A classifier for the latency-CPU behaviors of serving jobs in distributed environments
Venue
SoCC 15 (2015) (to appear)
Publication Year
2015
Authors
Christophe Restif, Natalia Ponomareva, Krzysztof Ostrowski
BibTeX
Abstract
End-to-end latency of serving jobs in distributed and shared environments, such as
a Cloud, is an important metric for jobs' owners and infrastructure providers. Yet
it is notoriously challenging to model precisely, since it is affected by a large
collection of unrelated moving pieces, from the software design to the job
schedulers strategies. In this work we present a novel approach to modeling
latency, by tracking how it varies with CPU usage. We train a classifier to
automatically assign the latency behavior of methods in three classes: constant
latency regardless of CPU, uncorrelated latency and CPU, and predictable latency as
a function of CPU. We use our model on a random sample of serving jobs running on
the Google infrastructure.

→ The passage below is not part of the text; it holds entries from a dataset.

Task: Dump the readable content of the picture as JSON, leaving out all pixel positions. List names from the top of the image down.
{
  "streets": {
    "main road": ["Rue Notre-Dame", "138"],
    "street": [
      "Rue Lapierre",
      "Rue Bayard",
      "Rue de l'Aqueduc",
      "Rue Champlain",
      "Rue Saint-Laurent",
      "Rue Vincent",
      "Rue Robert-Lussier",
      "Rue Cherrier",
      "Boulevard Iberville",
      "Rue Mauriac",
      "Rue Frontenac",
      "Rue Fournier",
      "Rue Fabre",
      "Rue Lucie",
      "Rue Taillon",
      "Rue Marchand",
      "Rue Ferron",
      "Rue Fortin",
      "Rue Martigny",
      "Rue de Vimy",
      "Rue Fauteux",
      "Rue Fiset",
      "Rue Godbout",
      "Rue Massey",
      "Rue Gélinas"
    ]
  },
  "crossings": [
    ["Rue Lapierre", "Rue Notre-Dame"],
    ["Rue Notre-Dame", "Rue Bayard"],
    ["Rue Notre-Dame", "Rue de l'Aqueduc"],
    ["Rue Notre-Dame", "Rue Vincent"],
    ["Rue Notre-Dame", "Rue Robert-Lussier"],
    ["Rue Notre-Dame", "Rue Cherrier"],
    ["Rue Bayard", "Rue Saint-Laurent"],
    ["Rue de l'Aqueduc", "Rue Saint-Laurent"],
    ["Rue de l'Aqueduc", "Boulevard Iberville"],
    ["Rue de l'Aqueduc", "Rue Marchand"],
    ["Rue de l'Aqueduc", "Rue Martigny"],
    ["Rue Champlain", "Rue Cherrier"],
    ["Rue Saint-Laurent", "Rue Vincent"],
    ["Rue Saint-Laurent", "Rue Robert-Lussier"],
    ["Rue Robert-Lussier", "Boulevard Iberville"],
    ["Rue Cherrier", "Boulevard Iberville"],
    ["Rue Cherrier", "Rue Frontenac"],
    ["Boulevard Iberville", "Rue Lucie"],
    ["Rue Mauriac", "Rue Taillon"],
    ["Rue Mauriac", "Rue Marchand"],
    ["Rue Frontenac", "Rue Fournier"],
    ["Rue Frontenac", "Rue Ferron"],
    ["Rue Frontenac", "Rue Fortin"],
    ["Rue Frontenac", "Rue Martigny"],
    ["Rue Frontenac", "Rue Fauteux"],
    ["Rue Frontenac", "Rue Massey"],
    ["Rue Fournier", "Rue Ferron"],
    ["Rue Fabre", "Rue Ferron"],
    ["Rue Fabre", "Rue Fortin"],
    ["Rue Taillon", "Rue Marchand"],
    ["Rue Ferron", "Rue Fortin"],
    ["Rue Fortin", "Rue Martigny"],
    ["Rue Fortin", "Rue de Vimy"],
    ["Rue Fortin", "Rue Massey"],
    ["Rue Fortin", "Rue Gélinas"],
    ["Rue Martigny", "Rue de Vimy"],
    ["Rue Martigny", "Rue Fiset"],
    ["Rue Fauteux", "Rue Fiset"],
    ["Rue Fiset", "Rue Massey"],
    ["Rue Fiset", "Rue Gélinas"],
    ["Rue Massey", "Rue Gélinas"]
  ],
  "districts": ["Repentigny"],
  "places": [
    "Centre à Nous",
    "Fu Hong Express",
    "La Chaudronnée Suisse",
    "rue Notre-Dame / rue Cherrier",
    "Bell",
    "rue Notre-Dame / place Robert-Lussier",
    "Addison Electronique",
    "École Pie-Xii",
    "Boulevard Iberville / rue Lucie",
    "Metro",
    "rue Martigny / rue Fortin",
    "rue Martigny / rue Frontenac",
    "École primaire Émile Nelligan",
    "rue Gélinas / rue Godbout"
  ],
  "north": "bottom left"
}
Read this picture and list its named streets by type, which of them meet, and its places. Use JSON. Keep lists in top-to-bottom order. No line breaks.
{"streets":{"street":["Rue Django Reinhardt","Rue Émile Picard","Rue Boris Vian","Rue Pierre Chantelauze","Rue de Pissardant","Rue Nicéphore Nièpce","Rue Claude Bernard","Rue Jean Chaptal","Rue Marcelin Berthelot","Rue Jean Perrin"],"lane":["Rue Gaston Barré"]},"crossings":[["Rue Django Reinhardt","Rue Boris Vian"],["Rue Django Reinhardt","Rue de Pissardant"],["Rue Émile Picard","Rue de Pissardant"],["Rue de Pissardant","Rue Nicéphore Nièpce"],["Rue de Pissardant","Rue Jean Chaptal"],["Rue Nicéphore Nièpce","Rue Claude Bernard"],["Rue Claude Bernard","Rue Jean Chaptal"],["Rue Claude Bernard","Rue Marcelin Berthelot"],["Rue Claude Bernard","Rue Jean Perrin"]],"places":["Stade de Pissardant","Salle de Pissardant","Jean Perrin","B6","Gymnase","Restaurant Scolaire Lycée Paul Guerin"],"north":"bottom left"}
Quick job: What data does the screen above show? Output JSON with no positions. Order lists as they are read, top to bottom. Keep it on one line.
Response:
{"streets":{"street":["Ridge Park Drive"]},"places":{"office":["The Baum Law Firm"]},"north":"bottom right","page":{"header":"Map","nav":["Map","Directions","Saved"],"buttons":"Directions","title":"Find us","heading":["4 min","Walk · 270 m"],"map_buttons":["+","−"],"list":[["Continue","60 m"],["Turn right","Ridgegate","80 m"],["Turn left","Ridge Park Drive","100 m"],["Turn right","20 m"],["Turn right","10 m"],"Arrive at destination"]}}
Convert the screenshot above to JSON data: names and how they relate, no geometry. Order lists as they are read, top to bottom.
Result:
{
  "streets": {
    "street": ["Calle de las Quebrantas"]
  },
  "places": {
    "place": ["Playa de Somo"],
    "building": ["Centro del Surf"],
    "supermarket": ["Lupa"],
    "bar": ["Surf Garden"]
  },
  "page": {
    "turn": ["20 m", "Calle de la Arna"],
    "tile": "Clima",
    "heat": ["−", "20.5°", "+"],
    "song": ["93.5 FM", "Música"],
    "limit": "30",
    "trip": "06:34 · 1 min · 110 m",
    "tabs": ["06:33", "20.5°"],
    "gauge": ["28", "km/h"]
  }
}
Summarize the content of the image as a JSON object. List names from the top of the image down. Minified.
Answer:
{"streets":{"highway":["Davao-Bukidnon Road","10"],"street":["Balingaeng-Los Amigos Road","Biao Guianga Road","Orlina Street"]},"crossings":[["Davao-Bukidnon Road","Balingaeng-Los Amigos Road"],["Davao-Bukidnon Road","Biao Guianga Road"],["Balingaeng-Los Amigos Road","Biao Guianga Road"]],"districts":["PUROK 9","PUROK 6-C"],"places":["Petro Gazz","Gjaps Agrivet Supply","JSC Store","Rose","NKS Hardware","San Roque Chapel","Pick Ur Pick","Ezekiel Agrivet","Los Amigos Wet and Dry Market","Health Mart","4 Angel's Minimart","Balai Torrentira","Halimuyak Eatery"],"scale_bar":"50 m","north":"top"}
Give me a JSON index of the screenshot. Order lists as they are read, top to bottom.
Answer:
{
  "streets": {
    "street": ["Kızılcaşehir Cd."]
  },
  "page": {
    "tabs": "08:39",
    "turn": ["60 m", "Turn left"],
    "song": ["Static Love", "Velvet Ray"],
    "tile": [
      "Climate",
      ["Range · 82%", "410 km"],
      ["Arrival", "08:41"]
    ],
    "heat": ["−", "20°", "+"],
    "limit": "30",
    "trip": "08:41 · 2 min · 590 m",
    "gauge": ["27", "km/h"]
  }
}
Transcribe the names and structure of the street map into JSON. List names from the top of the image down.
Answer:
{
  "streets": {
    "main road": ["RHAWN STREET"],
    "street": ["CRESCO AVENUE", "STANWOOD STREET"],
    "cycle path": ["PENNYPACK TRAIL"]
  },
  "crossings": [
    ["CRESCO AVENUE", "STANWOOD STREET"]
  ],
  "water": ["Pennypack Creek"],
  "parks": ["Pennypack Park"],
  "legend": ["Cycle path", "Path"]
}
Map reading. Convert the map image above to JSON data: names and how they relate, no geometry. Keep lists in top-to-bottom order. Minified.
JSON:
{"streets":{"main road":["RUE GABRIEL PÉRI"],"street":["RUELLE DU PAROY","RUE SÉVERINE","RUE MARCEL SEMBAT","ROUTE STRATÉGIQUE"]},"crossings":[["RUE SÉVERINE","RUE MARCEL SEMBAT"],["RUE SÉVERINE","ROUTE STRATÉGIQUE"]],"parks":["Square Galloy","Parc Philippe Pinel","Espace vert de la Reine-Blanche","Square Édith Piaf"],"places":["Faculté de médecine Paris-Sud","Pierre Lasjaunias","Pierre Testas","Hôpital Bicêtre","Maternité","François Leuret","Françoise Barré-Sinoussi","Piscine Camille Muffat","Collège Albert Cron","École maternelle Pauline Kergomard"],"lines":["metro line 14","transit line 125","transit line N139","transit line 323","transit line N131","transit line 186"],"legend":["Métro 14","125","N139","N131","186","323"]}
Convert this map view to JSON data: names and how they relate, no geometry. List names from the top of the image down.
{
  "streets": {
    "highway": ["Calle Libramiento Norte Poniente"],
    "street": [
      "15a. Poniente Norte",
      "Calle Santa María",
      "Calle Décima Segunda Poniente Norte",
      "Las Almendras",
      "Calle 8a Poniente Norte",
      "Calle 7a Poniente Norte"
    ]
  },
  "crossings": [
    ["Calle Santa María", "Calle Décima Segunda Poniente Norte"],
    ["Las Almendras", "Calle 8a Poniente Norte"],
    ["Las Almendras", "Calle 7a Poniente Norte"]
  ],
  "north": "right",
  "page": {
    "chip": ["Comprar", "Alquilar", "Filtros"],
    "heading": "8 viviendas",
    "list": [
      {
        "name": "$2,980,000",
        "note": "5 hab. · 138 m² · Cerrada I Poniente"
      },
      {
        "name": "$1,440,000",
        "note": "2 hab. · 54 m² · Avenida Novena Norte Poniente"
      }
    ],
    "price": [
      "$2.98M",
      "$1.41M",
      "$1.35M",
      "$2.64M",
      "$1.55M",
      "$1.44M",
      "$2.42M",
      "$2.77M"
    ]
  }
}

We illustrate unexpected and insightful patterns of
latency variations with CPU. The visualization of latency-CPU variations and the
corresponding class may be used by both jobs' owners and infrastructure providers,
for a variety of applications, such as smarter latency alerting, latency-aware
configuration of jobs, and automated detection of changes in behavior, either over
time, during pre-release testing, or across data centers.